French AI startup Les Ministraux has released two lightweight AI models, Ministral3B and Ministral8B, with parameters of 3 billion and 8 billion respectively, designed for edge devices. These two models performed outstandingly in the instruction following benchmark test, especially surpassing models of the same level in terms of knowledge, common sense, reasoning, and efficiency. They even outperformed models with larger parameters in some aspects, setting a new benchmark for low-parameter models. Benchmark. The editor of Downcodes will provide a detailed explanation of the performance, features and companies behind these two models.
French AI startup Les Ministraux has launched two new lightweight models, Ministral3B and Ministral8B, specially designed for edge devices, with parameters of 3 billion and 8 billion respectively. The two models performed well in the instruction following benchmark, with Ministral3B surpassing Llama38B and Mistral7B, while Ministral8B outperformed these two models in all aspects except code capabilities.
Test results show that the performance of Minitral3B and Minitral8B is comparable to open source models such as Gemma2 and Llama3.1. Both models support up to 128k contexts and set new benchmarks for sub-10B parameter models in terms of knowledge, common sense, reasoning, function calls and efficiency. Ministral8B is also equipped with a sliding window attention mechanism for faster and more efficient in-memory inference. They can be fine-tuned to a variety of use cases, such as managing complex AI agent workflows or creating specialized task assistants.

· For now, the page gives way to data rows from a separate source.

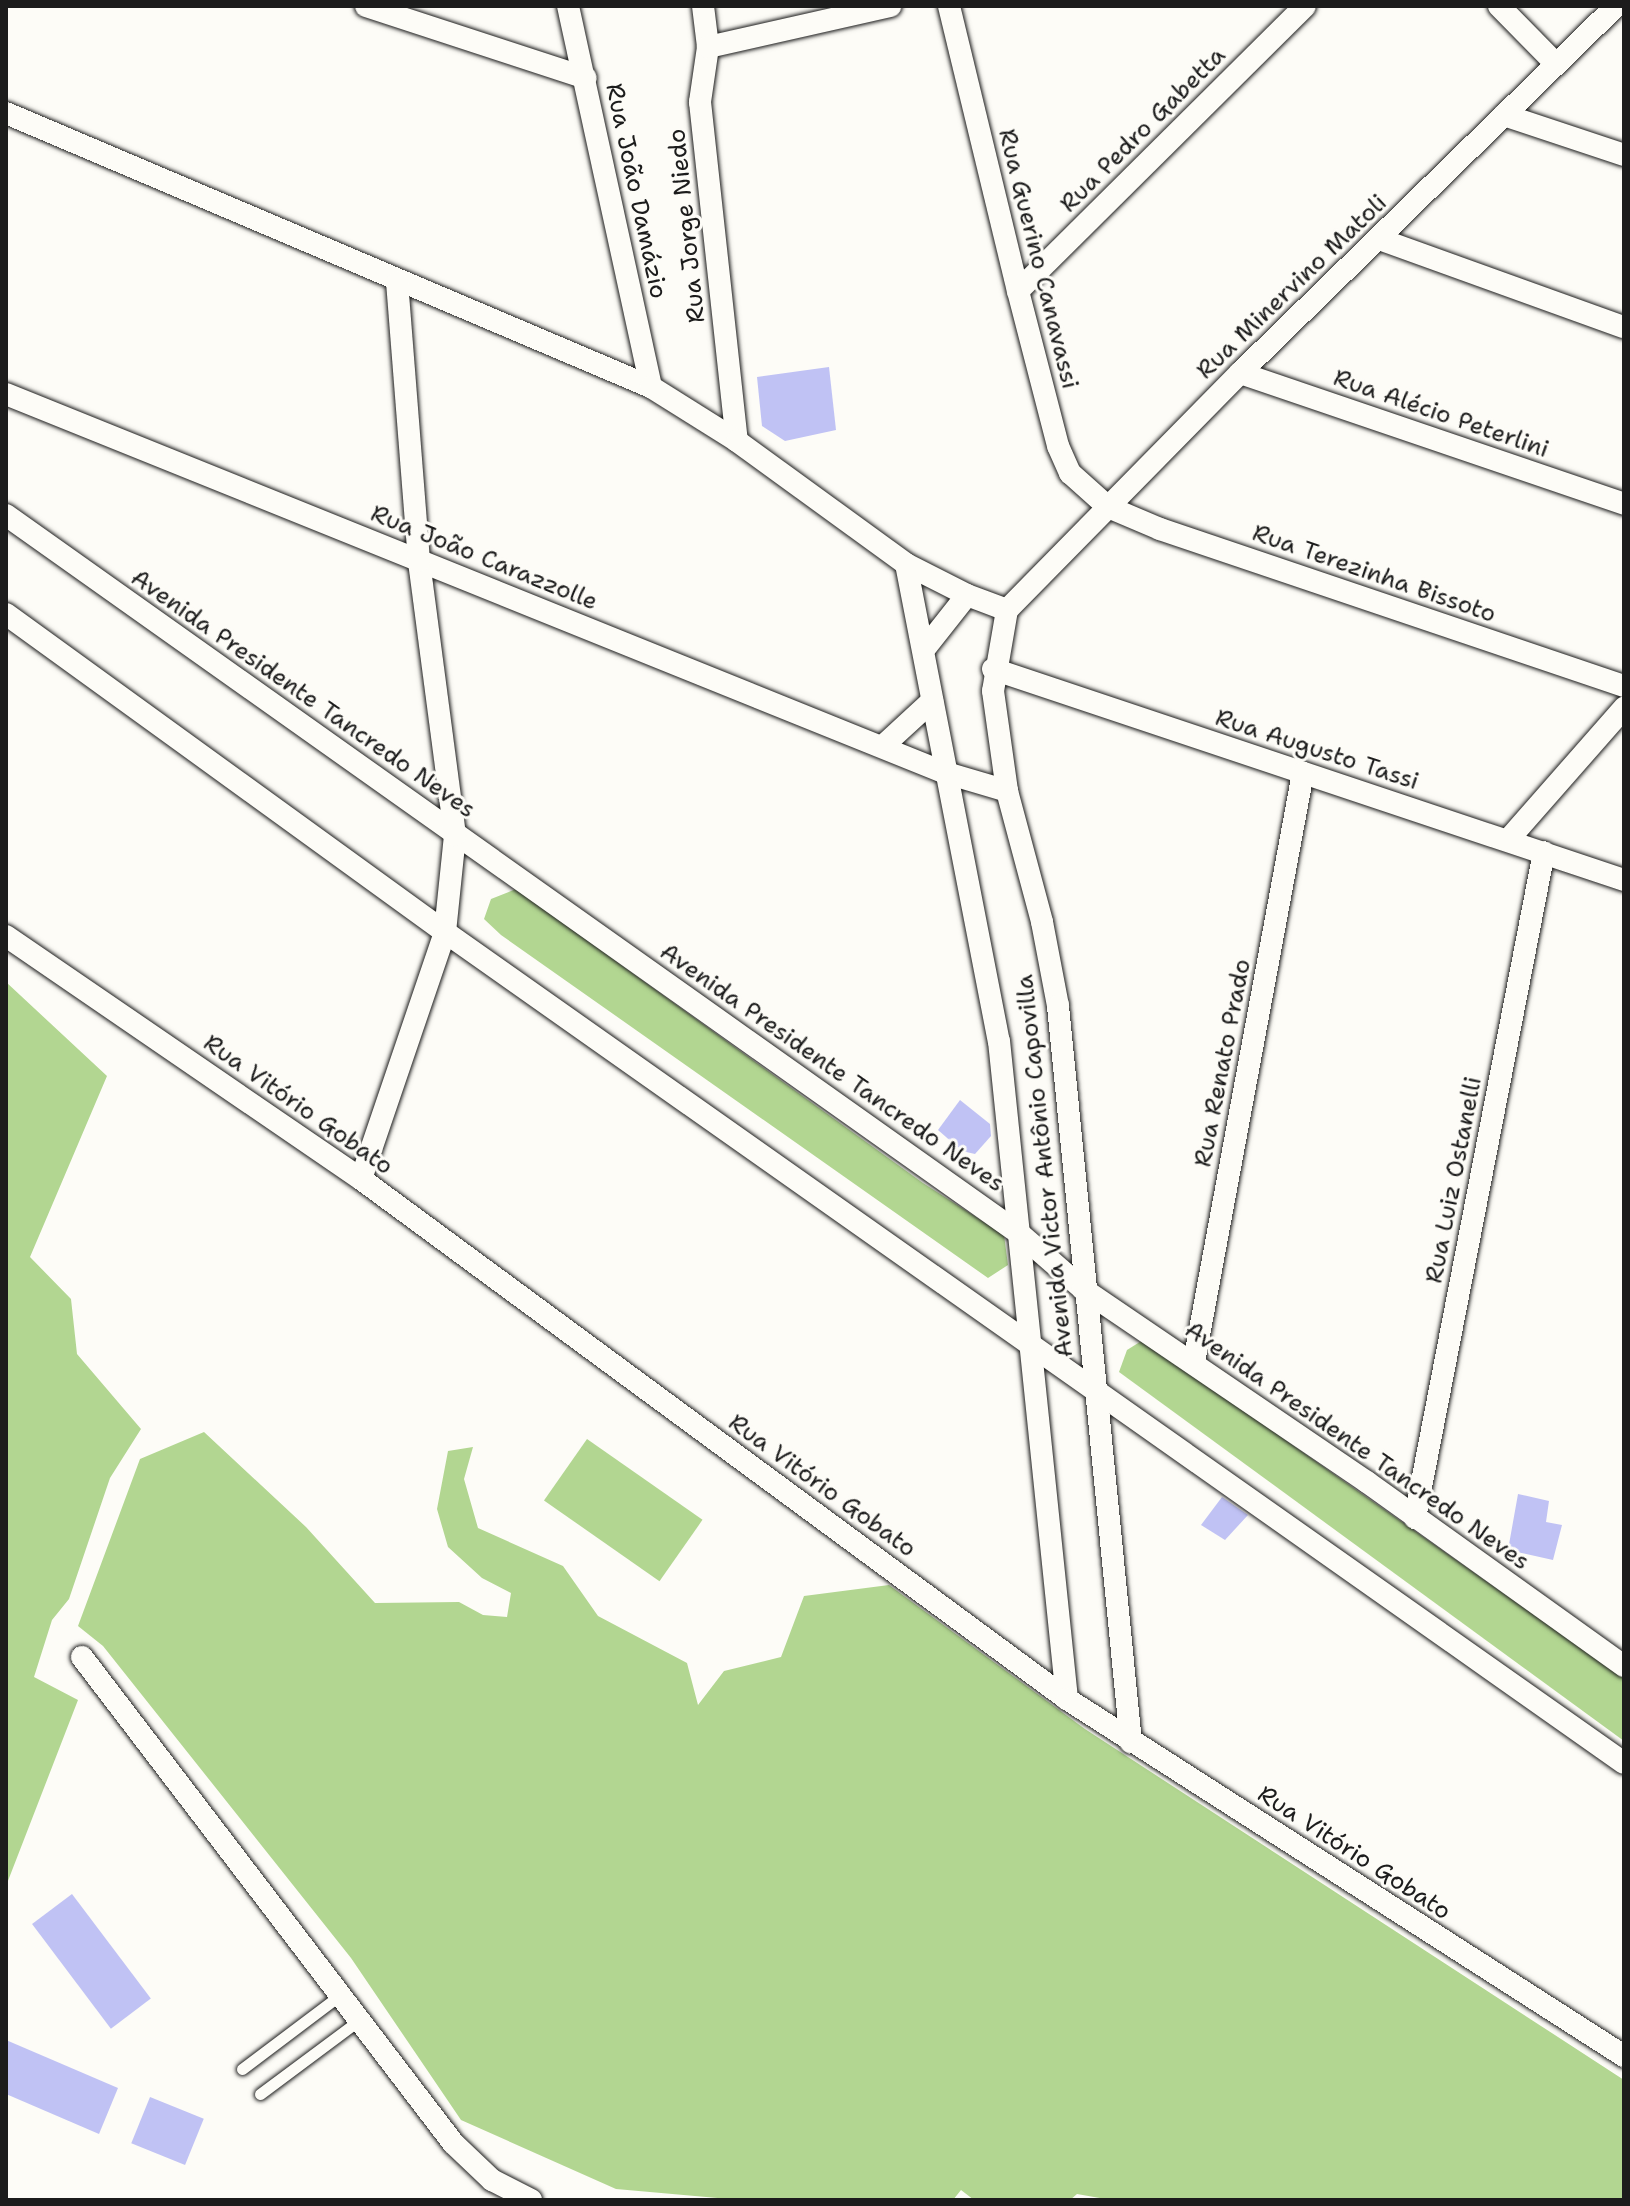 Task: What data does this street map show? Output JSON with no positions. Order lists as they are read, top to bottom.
{
  "streets": {
    "street": [
      "Rua Pedro Gabetta",
      "Rua João Damázio",
      "Rua Jorge Niedo",
      "Rua Guerino Canavassi",
      "Rua Minervino Matoli",
      "Rua Alécio Peterlini",
      "Rua João Carazzolle",
      "Rua Terezinha Bissoto",
      "Avenida Presidente Tancredo Neves",
      "Rua Augusto Tassi",
      "Rua Renato Prado",
      "Rua Vitório Gobato",
      "Avenida Victor Antônio Capovilla",
      "Rua Luiz Ostanelli"
    ]
  },
  "crossings": [
    ["Rua Pedro Gabetta", "Rua Guerino Canavassi"],
    ["Rua Guerino Canavassi", "Rua Minervino Matoli"],
    ["Rua Guerino Canavassi", "Rua Terezinha Bissoto"],
    ["Rua Minervino Matoli", "Rua Alécio Peterlini"],
    ["Rua Minervino Matoli", "Rua Terezinha Bissoto"],
    ["Rua Minervino Matoli", "Avenida Victor Antônio Capovilla"],
    ["Rua João Carazzolle", "Avenida Victor Antônio Capovilla"],
    ["Avenida Presidente Tancredo Neves", "Rua Renato Prado"],
    ["Avenida Presidente Tancredo Neves", "Avenida Victor Antônio Capovilla"],
    ["Avenida Presidente Tancredo Neves", "Rua Luiz Ostanelli"],
    ["Rua Augusto Tassi", "Rua Renato Prado"],
    ["Rua Augusto Tassi", "Avenida Victor Antônio Capovilla"],
    ["Rua Augusto Tassi", "Rua Luiz Ostanelli"],
    ["Rua Vitório Gobato", "Avenida Victor Antônio Capovilla"]
  ]
} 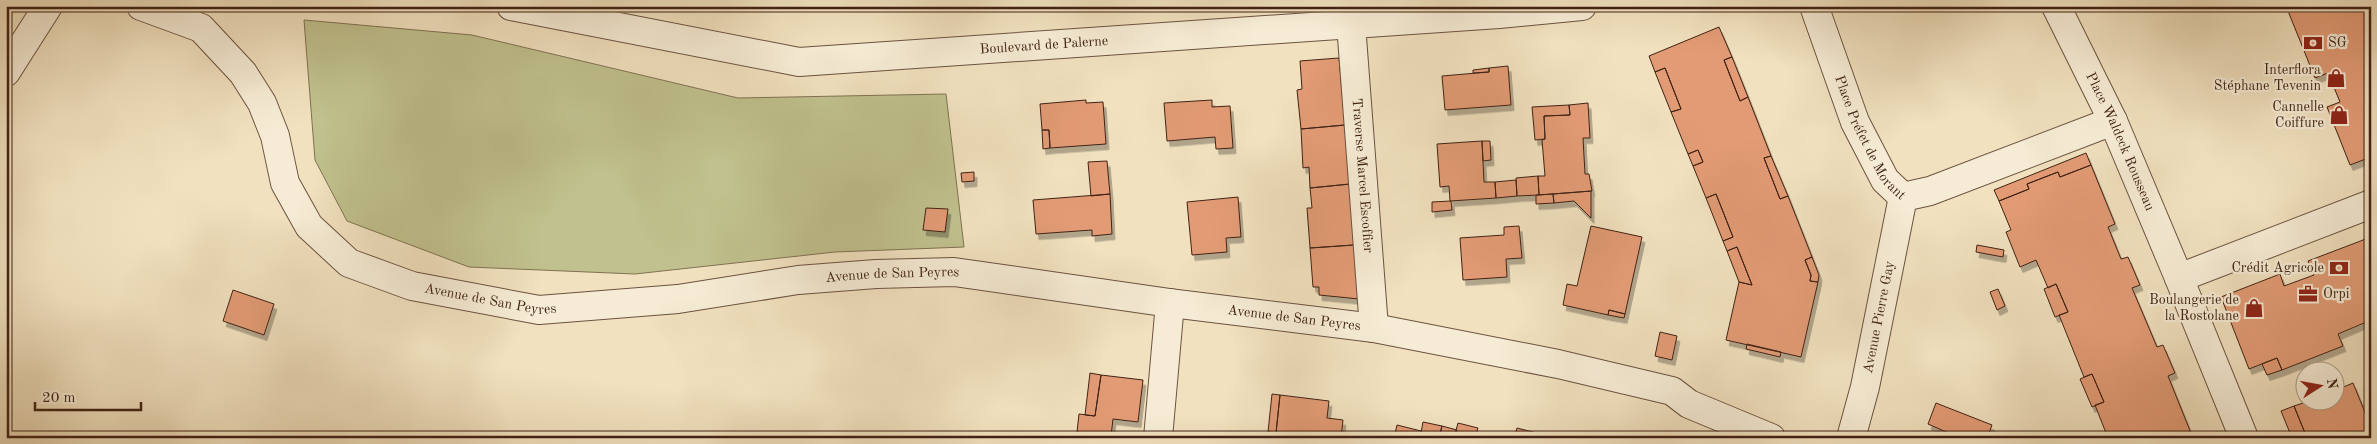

The researchers conducted multiple benchmark tests on the Les Ministraux model, covering aspects such as knowledge and common sense, coding, mathematics and multilingualism. In the pre-training model stage, Minitral3B achieved the best results in comparison with Gema22B and Llama3.23B. In comparison with Llama3.18B and Mistral7B, Mistral8B performed best in all aspects except coding capabilities. In the instruction model stage after fine-tuning, Minitral3B achieved the best results in different benchmark tests, and Minitral8B was only slightly inferior to Gema29B on the Wild bench.
The launch of the Les Ministraux model provides users with a highly computationally efficient, low-latency solution that meets the needs of an increasing number of users for local-first inference for critical applications. Users can apply these models to scenarios such as on-device translation, smart assistants that do not require an Internet connection, and autonomous robots. The input and output price of Ministral8B is US$0.1 per million tokens, and that of Ministral3B is US$0.04 per million tokens.
It is worth noting that Mistral has previously open sourced multiple models through magnet links and has been recognized by the AI community. However, the company has been embroiled in controversy this year as it is no longer as open as it once was. There is news that Microsoft will acquire part of Mistral's shares and invest in it, which means that Mistral's models will be hosted on Azure AI. Reddit netizens discovered that Mistral had removed its commitment to open source from its official website. Some of the company's models have also begun to charge, including the Ministral3B and Ministral8B released this time.
Details: https://mistral.ai/news/ministraux/
All in all, the emergence of Minitral3B and Minitral8B provides a strong choice for edge computing AI applications, and their efficient performance and low price give them significant competitive advantages. But the change in Mistral's strategy has also triggered the industry's thinking about the balance between open source models and commercialization. In the future, we will continue to pay attention to the application and development of the Les Ministraux model.